═══ DATA FOR ANALYSIS ═══
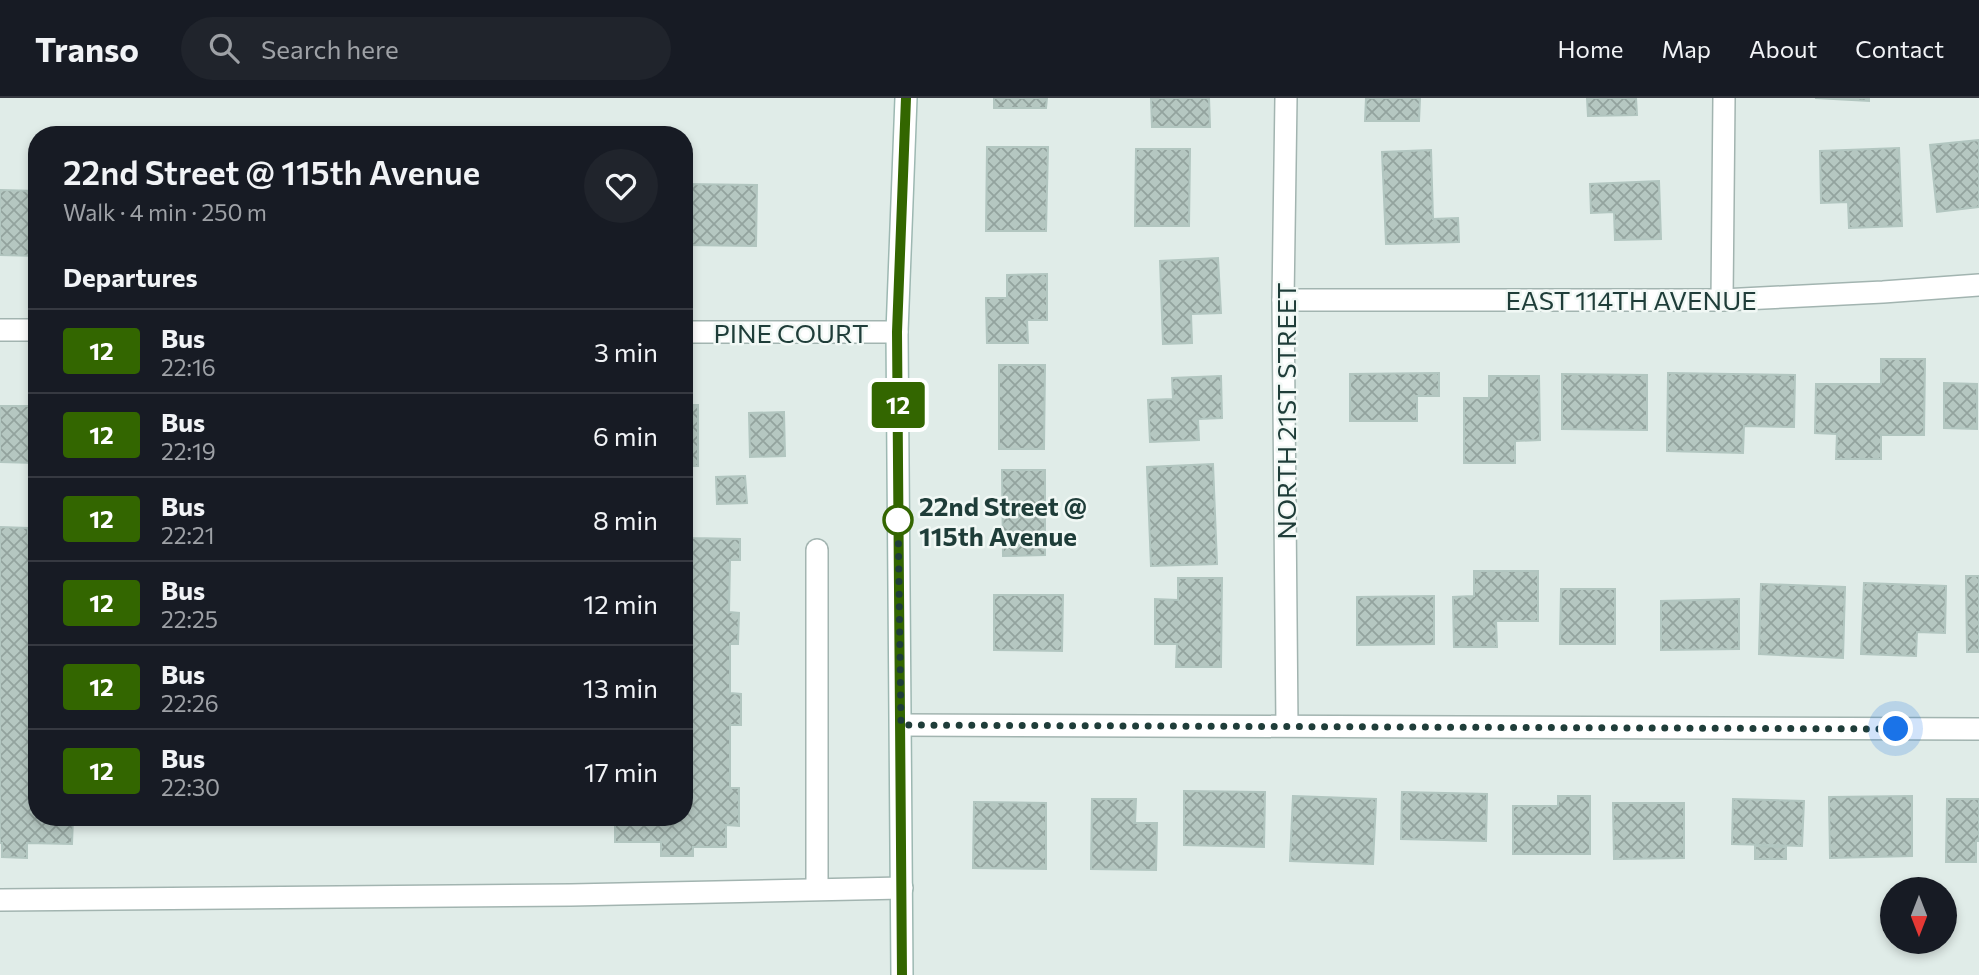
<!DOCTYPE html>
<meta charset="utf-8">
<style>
:root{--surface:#171b24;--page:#20242c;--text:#f1f3f6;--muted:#9ea1a6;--line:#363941}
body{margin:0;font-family:Commissioner,sans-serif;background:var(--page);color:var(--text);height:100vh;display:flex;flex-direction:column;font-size:26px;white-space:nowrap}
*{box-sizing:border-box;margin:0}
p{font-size:23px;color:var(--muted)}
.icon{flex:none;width:38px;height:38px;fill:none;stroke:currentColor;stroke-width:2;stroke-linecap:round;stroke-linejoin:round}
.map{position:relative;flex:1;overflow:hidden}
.drawer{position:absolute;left:28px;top:28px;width:665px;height:700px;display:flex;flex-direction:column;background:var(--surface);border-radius:28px;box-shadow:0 4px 10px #0003}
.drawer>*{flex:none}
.badge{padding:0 14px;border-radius:5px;font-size:24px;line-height:46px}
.needle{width:46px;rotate:180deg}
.controls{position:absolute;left:1880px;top:779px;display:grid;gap:14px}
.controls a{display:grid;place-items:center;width:77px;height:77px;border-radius:50%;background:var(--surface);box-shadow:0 4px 10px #0003;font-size:35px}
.you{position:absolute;width:35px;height:35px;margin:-18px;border:5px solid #fff;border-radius:50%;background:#1a73e8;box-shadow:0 0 0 10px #1a73e833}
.map>.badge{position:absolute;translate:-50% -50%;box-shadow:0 0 0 4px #fff}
h2{padding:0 35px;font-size:26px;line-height:63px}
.round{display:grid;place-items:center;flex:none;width:74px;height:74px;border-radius:37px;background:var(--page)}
.overview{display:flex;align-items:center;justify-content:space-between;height:119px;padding:0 35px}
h1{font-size:33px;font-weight:600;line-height:52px}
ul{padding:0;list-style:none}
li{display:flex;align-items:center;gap:21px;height:84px;padding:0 35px;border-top:2px solid var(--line)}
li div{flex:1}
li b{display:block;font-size:26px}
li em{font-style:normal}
li .badge{min-width:77px;font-weight:700;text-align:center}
header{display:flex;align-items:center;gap:42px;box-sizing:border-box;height:98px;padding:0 35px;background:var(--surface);border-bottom:2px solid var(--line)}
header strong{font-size:33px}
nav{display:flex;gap:38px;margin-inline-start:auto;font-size:24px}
.search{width:490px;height:63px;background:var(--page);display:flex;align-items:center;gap:18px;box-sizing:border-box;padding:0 24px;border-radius:38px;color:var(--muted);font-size:26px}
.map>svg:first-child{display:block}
</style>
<header>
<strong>Transo</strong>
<div class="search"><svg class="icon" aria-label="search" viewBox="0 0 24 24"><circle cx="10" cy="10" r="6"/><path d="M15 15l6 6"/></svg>Search here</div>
<nav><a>Home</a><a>Map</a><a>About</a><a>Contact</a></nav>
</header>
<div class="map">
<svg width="1979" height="877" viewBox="0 0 1979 877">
<defs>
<pattern id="building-cross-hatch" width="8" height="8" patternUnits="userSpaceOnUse" patternTransform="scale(1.75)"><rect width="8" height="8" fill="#b5c7c1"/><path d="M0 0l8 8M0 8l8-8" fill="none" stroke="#93a39e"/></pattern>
</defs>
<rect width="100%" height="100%" fill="#e0ece8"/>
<g fill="url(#building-cross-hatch)" stroke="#b2c6c0" stroke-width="2">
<path d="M 994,0 L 1047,0 L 1046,10 L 994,10 Z"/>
<path d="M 1151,0 L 1209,0 L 1210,29 L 1152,29 Z"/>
<path d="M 1366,0 L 1420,0 L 1419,23 L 1365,23 Z"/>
<path d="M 1587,0 L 1636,0 L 1637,17 L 1588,18 Z"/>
<path d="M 1815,0 L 1869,0 L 1869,3 Z"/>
<path d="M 1979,42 L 1979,109 L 1937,114 L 1930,47 Z"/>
<path d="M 987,49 L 1048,49 L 1046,133 L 986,133 Z"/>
<path d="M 1899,50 L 1902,128 L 1849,130 L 1848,104 L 1821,105 L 1820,53 Z"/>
<path d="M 1136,51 L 1190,51 L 1189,128 L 1135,128 Z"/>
<path d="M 1431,52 L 1433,121 L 1458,120 L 1459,144 L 1386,146 L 1382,54 Z"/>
<path d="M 1659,83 L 1661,141 L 1615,142 L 1614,114 L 1591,115 L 1590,86 Z"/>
<path d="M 684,86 L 757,87 L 756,148 L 684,147 Z"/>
<path d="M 0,92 L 37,93 L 37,158 L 0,157 Z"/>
<path d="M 1218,160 L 1221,215 L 1191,216 L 1192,245 L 1163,246 L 1160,163 Z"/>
<path d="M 1047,176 L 1047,222 L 1027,222 L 1028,245 L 987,245 L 986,200 L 1007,200 L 1007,177 Z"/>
<path d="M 1881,261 L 1925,261 L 1924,337 L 1881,337 L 1881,361 L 1836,361 L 1837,336 L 1815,335 L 1816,286 L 1881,286 Z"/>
<path d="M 999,267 L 1045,267 L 1044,351 L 999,351 Z"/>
<path d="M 1439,275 L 1439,298 L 1417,298 L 1417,323 L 1350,323 L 1350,276 Z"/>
<path d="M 1668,275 L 1795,277 L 1794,329 L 1744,328 L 1743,355 L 1667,353 Z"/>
<path d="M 1562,276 L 1647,277 L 1647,332 L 1562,331 Z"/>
<path d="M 1221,278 L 1222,320 L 1198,321 L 1199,342 L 1150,344 L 1148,302 L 1173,301 L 1172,280 Z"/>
<path d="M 1489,278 L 1539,278 L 1540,342 L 1515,343 L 1515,365 L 1464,365 L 1464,300 L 1489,300 Z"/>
<path d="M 1944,285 L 1977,286 L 1977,331 L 1944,330 Z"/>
<rect x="684" y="307" width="14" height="61"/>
<path d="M 0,308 L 37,308 L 37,371 L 36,365 L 0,364 Z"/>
<path d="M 784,314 L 785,358 L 750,359 L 749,315 Z"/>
<path d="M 1213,366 L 1217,466 L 1151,468 L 1147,369 Z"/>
<path d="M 1002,372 L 1045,372 L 1045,457 L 1003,458 Z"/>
<path d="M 745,378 L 747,405 L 717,406 L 716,379 Z"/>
<path d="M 0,429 L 28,430 L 28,441 L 37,442 L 37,719 L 73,719 L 72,746 L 27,745 L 27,760 L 2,759 L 2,745 L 0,745 Z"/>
<path d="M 684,429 L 692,429 L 692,440 L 740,441 L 740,462 L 730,462 L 729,514 L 739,515 L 738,546 L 730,546 L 730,595 L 741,596 L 741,627 L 730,627 L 730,690 L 739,690 L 739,728 L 726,727 L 726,749 L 693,749 L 693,758 L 661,758 L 661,744 L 615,744 L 615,719 L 684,719 Z"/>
<path d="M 1474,473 L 1538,473 L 1538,523 L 1496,523 L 1497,549 L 1454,549 L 1453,499 L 1474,498 Z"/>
<path d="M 1966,478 L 1979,478 L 1979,554 L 1967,554 Z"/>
<path d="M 1178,480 L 1222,480 L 1221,569 L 1176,569 L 1177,546 L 1155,546 L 1155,501 L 1178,502 Z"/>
<path d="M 1864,485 L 1946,488 L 1945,535 L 1917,534 L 1916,558 L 1861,556 Z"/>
<path d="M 1761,486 L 1845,489 L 1843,560 L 1759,556 Z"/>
<path d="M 1561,491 L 1615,491 L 1615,546 L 1560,546 Z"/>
<path d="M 994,497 L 1063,497 L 1062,553 L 994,552 Z"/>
<path d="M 1434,498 L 1434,546 L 1357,547 L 1357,499 Z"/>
<path d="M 1739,501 L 1739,551 L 1661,552 L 1661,503 Z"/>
<path d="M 1184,693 L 1265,694 L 1264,749 L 1184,747 Z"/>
<path d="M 1402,694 L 1487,696 L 1486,743 L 1401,741 Z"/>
<path d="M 1293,698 L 1376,701 L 1373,766 L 1290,763 Z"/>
<path d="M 1558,698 L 1590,698 L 1590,756 L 1513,756 L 1513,708 L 1558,708 Z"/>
<path d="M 1912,698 L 1912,758 L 1830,760 L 1829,699 Z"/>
<path d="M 1092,701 L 1136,701 L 1135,725 L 1157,725 L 1156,772 L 1091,771 Z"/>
<path d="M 1733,701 L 1804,703 L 1802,748 L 1732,746 Z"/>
<path d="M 1947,701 L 1979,701 L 1979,743 L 1976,743 L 1976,764 L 1946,764 Z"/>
<path d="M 974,704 L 1046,705 L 1046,771 L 973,770 Z"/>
<path d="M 1613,705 L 1684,705 L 1684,760 L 1614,761 Z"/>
<path d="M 105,719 L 143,719 L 143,724 L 105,723 Z"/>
<path d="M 171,719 L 209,719 L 209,724 L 171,723 Z"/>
<path d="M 233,719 L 271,719 L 271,721 Z"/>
<rect x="293" y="719" width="24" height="5"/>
<rect x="423" y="719" width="33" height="7"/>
<rect x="486" y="719" width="29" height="4"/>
<rect x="543" y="719" width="43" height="4"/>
<path d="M 1755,748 L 1786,749 L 1786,761 L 1755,761 Z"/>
</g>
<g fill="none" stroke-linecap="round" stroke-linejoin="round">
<g stroke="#a2b4b0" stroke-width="24">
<g id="street">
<path d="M 1286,0 L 1283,202 L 1287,627"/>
<path d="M 1283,202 L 1722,202 L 1883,194 L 1979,187"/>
<path d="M 1722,202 L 1724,0"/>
<path d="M 0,232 L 37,232"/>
<path d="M 684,234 L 897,234"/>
<path d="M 817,452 L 817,791"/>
<path d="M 901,627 L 1979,631"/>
<path d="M 0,802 L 571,797 L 902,790"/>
</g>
</g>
<g stroke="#9db8b2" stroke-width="24">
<path id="secondary" d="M 902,877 L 897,234 L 906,0"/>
</g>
<use href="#street" stroke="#fff" stroke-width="21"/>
<use href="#secondary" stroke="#fff" stroke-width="21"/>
</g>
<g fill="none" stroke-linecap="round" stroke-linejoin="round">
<g stroke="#fff" stroke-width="16">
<path id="line" d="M 902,877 L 897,234 L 906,0"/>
</g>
<use href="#line" stroke="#360" stroke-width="10"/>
<path stroke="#1f3d39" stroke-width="7" stroke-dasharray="0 12.6" d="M 898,422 L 898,415 L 901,627 L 1896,631"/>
</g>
<circle fill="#fff" stroke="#360" stroke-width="3.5" cx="898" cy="422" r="14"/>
<g text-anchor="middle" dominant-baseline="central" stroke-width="5" stroke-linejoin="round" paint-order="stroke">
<g font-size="26" fill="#1f3d39" stroke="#f1f8f5">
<text x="1631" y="201">EAST 114TH AVENUE</text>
<text x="791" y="234">PINE COURT</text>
<text transform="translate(1285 313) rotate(-90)">NORTH 21ST STREET</text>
</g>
<g font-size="26" font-weight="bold" fill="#1f3d39" stroke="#f1f8f5" text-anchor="start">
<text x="919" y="407">22nd Street @<tspan x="919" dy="30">115th Avenue</tspan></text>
</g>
</g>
</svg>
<div class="controls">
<a><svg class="needle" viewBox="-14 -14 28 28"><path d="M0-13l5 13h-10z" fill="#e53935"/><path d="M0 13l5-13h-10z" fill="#9ea1a6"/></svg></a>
</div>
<div class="you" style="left:1896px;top:631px"></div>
<b class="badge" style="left:898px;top:307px;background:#360;color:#fff">12</b>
<section class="drawer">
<div class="overview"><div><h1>22nd Street @ 115th Avenue</h1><p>Walk · 4 min · 250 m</p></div><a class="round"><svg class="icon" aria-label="heart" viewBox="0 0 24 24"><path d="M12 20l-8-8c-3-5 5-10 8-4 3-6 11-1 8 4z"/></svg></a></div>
<h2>Departures</h2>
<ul>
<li><span class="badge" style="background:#360;color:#fff">12</span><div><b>Bus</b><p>22:16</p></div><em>3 min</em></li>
<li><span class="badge" style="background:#360;color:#fff">12</span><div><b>Bus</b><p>22:19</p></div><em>6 min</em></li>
<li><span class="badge" style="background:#360;color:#fff">12</span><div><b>Bus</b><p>22:21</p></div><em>8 min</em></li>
<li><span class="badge" style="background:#360;color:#fff">12</span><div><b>Bus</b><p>22:25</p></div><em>12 min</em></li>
<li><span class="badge" style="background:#360;color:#fff">12</span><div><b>Bus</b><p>22:26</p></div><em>13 min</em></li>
<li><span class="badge" style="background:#360;color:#fff">12</span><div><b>Bus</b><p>22:30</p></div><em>17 min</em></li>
</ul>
</section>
</div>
═══
Every line in the records above with the string "strong" in it should be shown.

header strong{font-size:33px}
<strong>Transo</strong>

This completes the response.